QW-LoRa¶

Context¶

The QW-LoRa workflow involves determining the appropriate weight encodings for the base model before performing some epochs of LoRa training. Finally, the activation encodings for the base model and weight and activation encodings for the updated LoRa layers are calibrated. This is expressed in the block diagram below.

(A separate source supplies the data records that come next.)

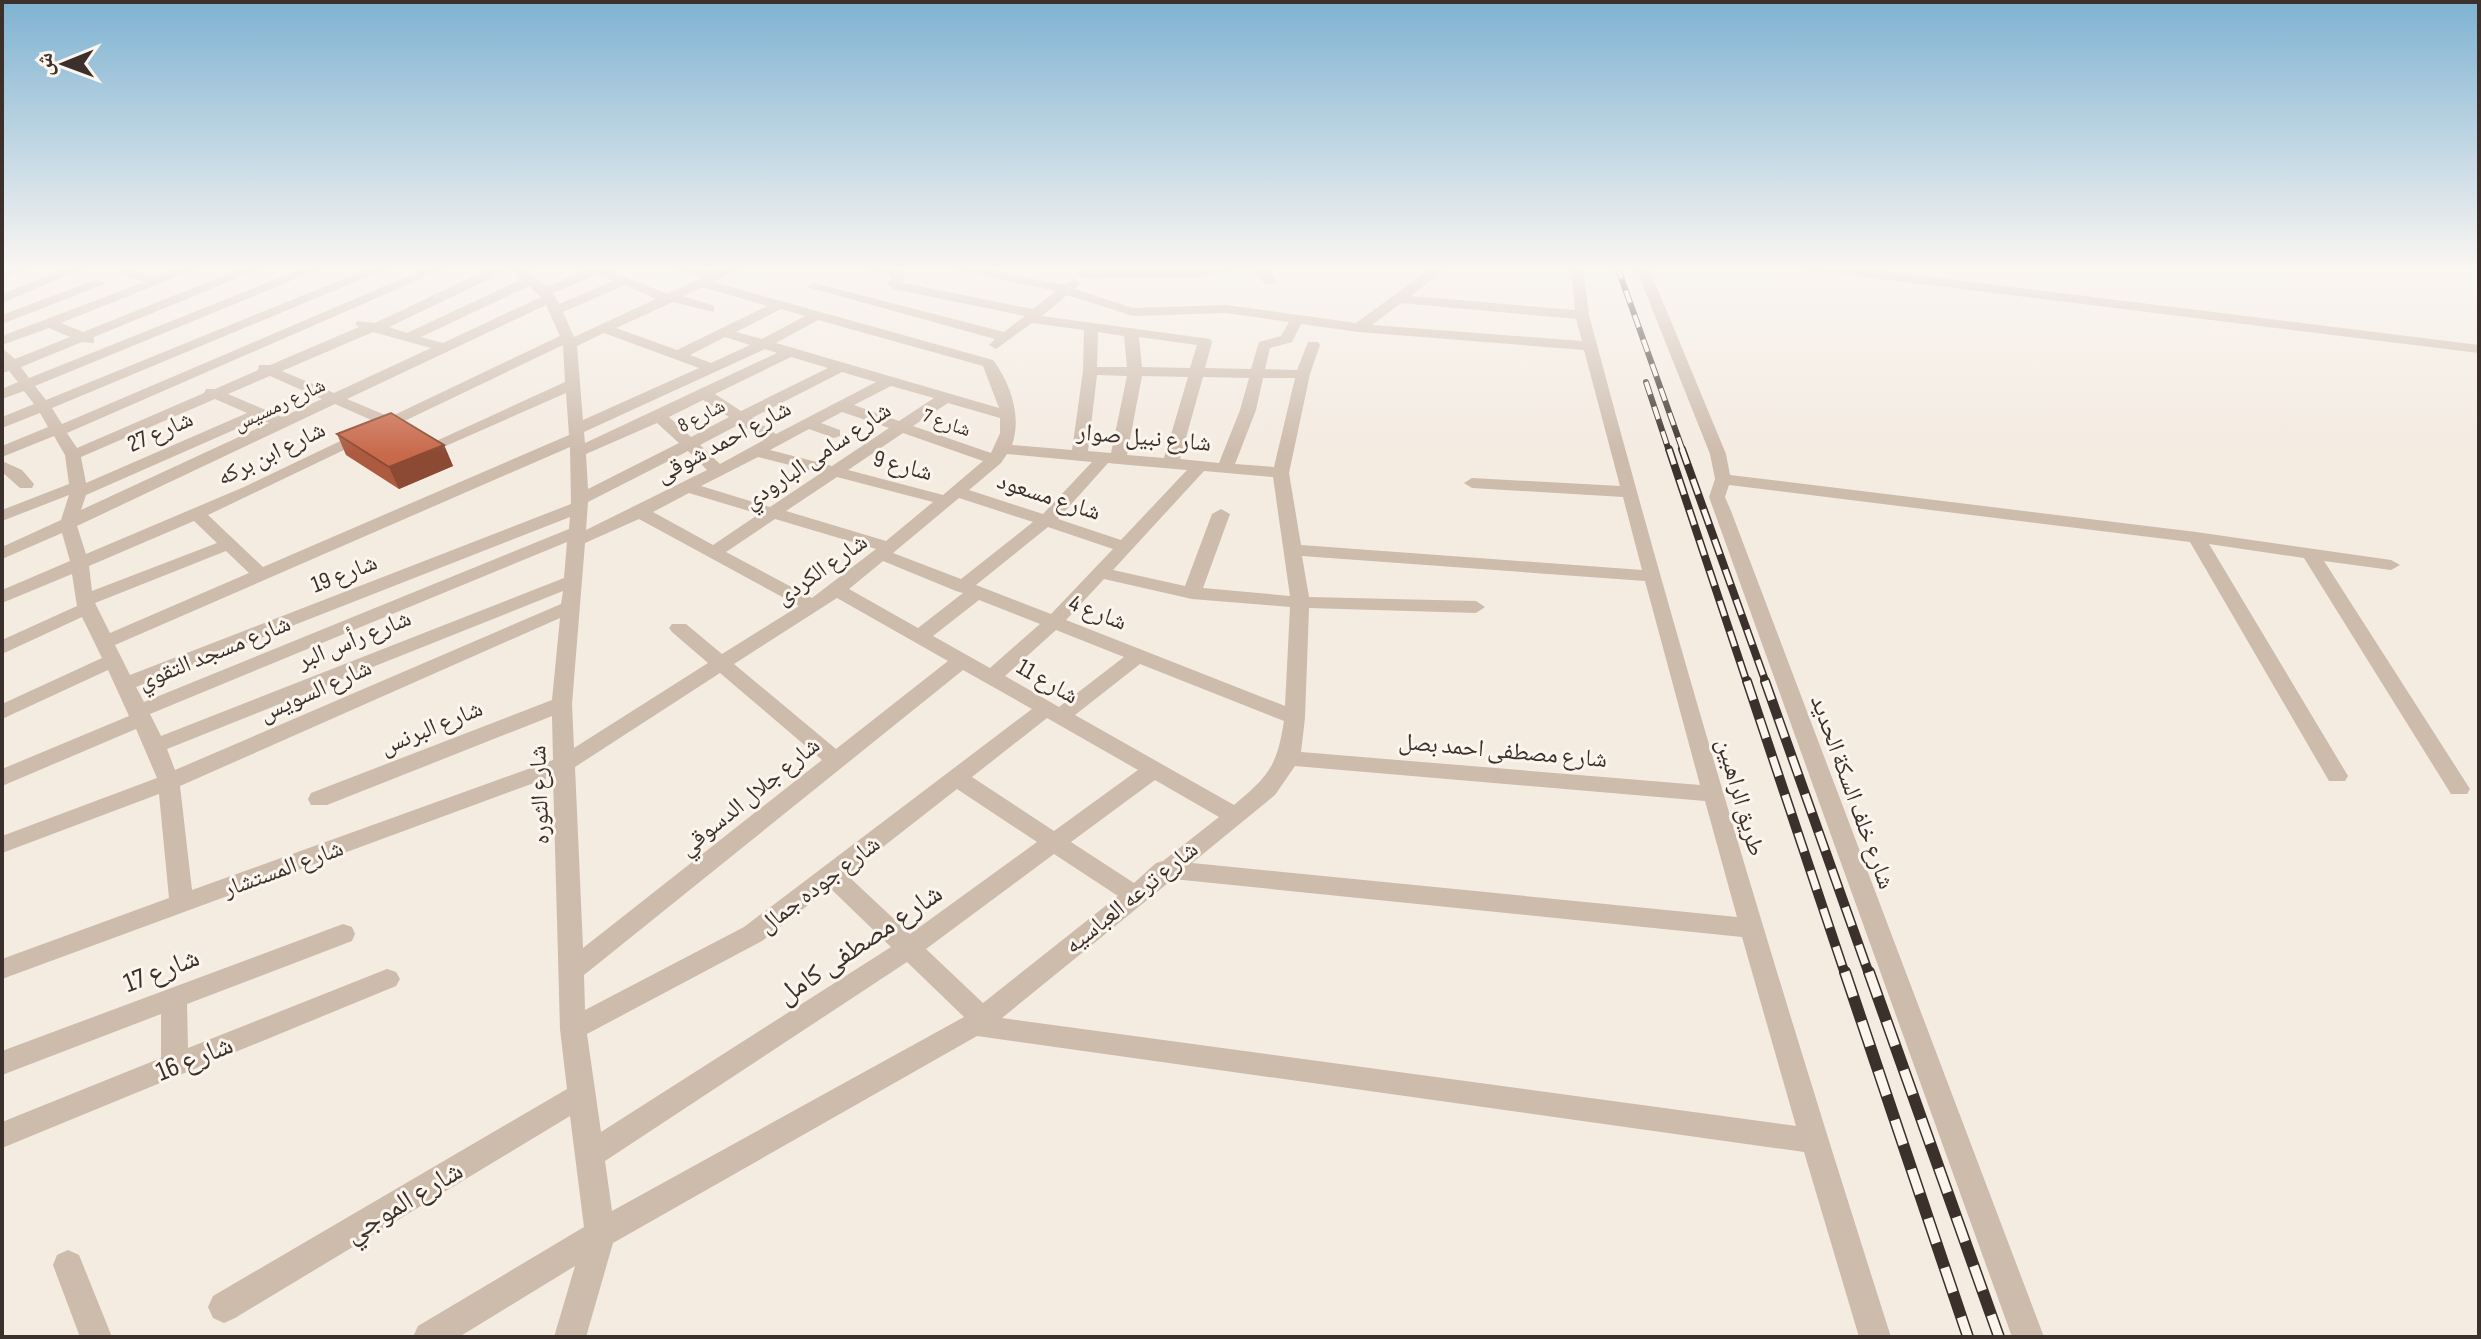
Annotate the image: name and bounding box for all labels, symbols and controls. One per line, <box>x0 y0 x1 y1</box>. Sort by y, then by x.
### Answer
north arrow <box>24 24 104 104</box>
text: ش <box>32 52 59 76</box>
street label: شارع رمسيس <box>230 373 329 437</box>
street label: شارع احمد شوقى <box>651 394 796 489</box>
street label: شارع 8 <box>674 394 729 438</box>
street label: شارع سامى البارودي <box>738 395 899 519</box>
street label: شارع 27 <box>123 404 198 459</box>
street label: شارع 7 <box>920 404 974 442</box>
street label: شارع ابن بركه <box>212 415 330 492</box>
street label: شارع نبيل صوار <box>1075 417 1212 458</box>
street label: شارع 9 <box>870 444 936 487</box>
street label: شارع مسعود <box>993 466 1104 527</box>
street label: شارع الكردى <box>770 527 873 612</box>
street label: شارع 19 <box>307 548 381 599</box>
street label: شارع 4 <box>1065 588 1131 637</box>
street label: شارع رأس البر <box>292 604 415 676</box>
street label: شارع مسجد التقوي <box>134 609 296 700</box>
street label: شارع 11 <box>1012 652 1084 711</box>
street label: شارع السويس <box>254 653 376 728</box>
street label: شارع خلف السكة الحديد <box>1804 691 1901 893</box>
street label: شارع البرنس <box>376 694 487 761</box>
street label: شارع مصطفى احمد بصل <box>1397 727 1608 774</box>
street label: شارع جلال الدسوقي <box>673 731 828 865</box>
street label: طريق الراهبين <box>1710 735 1771 859</box>
street label: شارع الثوره <box>523 745 556 845</box>
street label: شارع جوده جمال <box>753 829 886 940</box>
street label: شارع المستشار <box>218 833 347 904</box>
street label: شارع ترعه العباسيه <box>1059 835 1204 960</box>
street label: شارع مصطفى كامل <box>771 877 949 1012</box>
street label: شارع 17 <box>119 941 204 1000</box>
street label: شارع 16 <box>151 1028 238 1089</box>
street label: شارع الموجي <box>339 1154 471 1255</box>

This workflow is especially useful if you have precomputed encodings for the weights of your model (using any technique) and applied those encodings to your model (so that the model parameters have already been updated).

Workflow¶

Setup¶

In this section, we instantiate the base model, LoRa adapters, and dataset using Huggingface APIs.

PyTorch

from itertools import chain

from torch.utils.data import DataLoader
from transformers import AutoModelForCausalLM, AutoTokenizer, AutoConfig, default_data_collator
from datasets import load_dataset

model_id = "facebook/opt-350m"
peft_model_id = "ybelkada/opt-350m-lora"

# This ensures that use_cache and return_dict are always set to false
# These settings are selected so that the model is JIT-traceable
config = AutoConfig.from_pretrained(model_id)
config.use_cache = False
config.return_dict = False

# Load model and LoRa adapter from Huggingface
tokenizer = AutoTokenizer.from_pretrained(model_id)
model = AutoModelForCausalLM.from_pretrained(model_id, config=config)
model.load_adapter(peft_model_id)

# Load train and test splits of dataset
def tokenize(examples):
    seq_length = 512
    examples = tokenizer(examples["text"])
    concatenated_examples = {k: list(chain(*examples[k])) for k in examples.keys()}
    total_length = len(concatenated_examples[list(examples.keys())[0]])
    if total_length >= seq_length:
        total_length = (total_length // seq_length) * seq_length
    result = {
        k: [t[i : i + seq_length] for i in range(0, total_length, seq_length)]
        for k, t in concatenated_examples.items()
    }
    result["labels"] = result["input_ids"].copy()
    return result

train_dataset = load_dataset(path='wikitext', name='wikitext-2-raw-v1', split='train').map(tokenize, batched=True, remove_columns=['text'])
test_dataset = load_dataset(path='wikitext', name='wikitext-2-raw-v1', split='test').map(tokenize, batched=True, remove_columns=['text'])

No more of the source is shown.